**Task directions**.
Search the entries for lines that contain the word "سینا", and report each one found.

Saved entries:
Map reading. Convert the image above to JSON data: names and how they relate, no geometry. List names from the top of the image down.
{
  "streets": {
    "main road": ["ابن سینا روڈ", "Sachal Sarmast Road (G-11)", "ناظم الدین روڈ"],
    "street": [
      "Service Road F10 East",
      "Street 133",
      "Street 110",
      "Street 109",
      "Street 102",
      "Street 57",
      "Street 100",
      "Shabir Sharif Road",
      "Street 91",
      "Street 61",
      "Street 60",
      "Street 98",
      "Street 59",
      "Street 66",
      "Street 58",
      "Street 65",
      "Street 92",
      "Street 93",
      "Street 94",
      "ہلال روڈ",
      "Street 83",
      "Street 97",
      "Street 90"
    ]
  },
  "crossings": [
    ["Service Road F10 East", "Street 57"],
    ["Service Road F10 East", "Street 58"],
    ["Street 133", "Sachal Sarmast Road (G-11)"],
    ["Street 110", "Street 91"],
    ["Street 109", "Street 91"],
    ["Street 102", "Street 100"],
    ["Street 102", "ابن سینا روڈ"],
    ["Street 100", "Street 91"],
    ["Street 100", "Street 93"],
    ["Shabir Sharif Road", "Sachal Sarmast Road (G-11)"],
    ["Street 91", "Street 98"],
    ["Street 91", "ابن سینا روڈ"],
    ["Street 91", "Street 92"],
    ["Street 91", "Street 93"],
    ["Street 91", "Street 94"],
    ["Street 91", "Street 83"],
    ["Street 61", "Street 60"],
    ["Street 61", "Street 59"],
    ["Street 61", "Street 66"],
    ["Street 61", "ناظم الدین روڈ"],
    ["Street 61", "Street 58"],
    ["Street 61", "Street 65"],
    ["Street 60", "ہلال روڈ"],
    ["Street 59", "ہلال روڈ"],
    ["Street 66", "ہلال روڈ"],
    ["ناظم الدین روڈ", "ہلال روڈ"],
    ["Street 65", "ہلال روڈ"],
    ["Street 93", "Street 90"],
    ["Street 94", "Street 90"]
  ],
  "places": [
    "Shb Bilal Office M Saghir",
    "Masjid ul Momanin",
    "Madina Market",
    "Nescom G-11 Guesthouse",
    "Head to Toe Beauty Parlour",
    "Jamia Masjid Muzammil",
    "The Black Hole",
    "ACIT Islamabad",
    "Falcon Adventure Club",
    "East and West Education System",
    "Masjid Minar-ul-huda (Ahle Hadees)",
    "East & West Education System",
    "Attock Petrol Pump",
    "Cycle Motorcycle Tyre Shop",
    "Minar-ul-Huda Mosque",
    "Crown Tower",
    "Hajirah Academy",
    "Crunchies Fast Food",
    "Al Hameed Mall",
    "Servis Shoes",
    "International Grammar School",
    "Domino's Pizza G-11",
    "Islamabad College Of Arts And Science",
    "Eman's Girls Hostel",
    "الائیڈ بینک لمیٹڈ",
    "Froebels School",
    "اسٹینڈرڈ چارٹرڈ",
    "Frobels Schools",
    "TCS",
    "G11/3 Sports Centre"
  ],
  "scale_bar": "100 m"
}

**Reply**.
    "main road": ["ابن سینا روڈ", "Sachal Sarmast Road (G-11)", "ناظم الدین روڈ"],
    ["Street 102", "ابن سینا روڈ"],
    ["Street 91", "ابن سینا روڈ"],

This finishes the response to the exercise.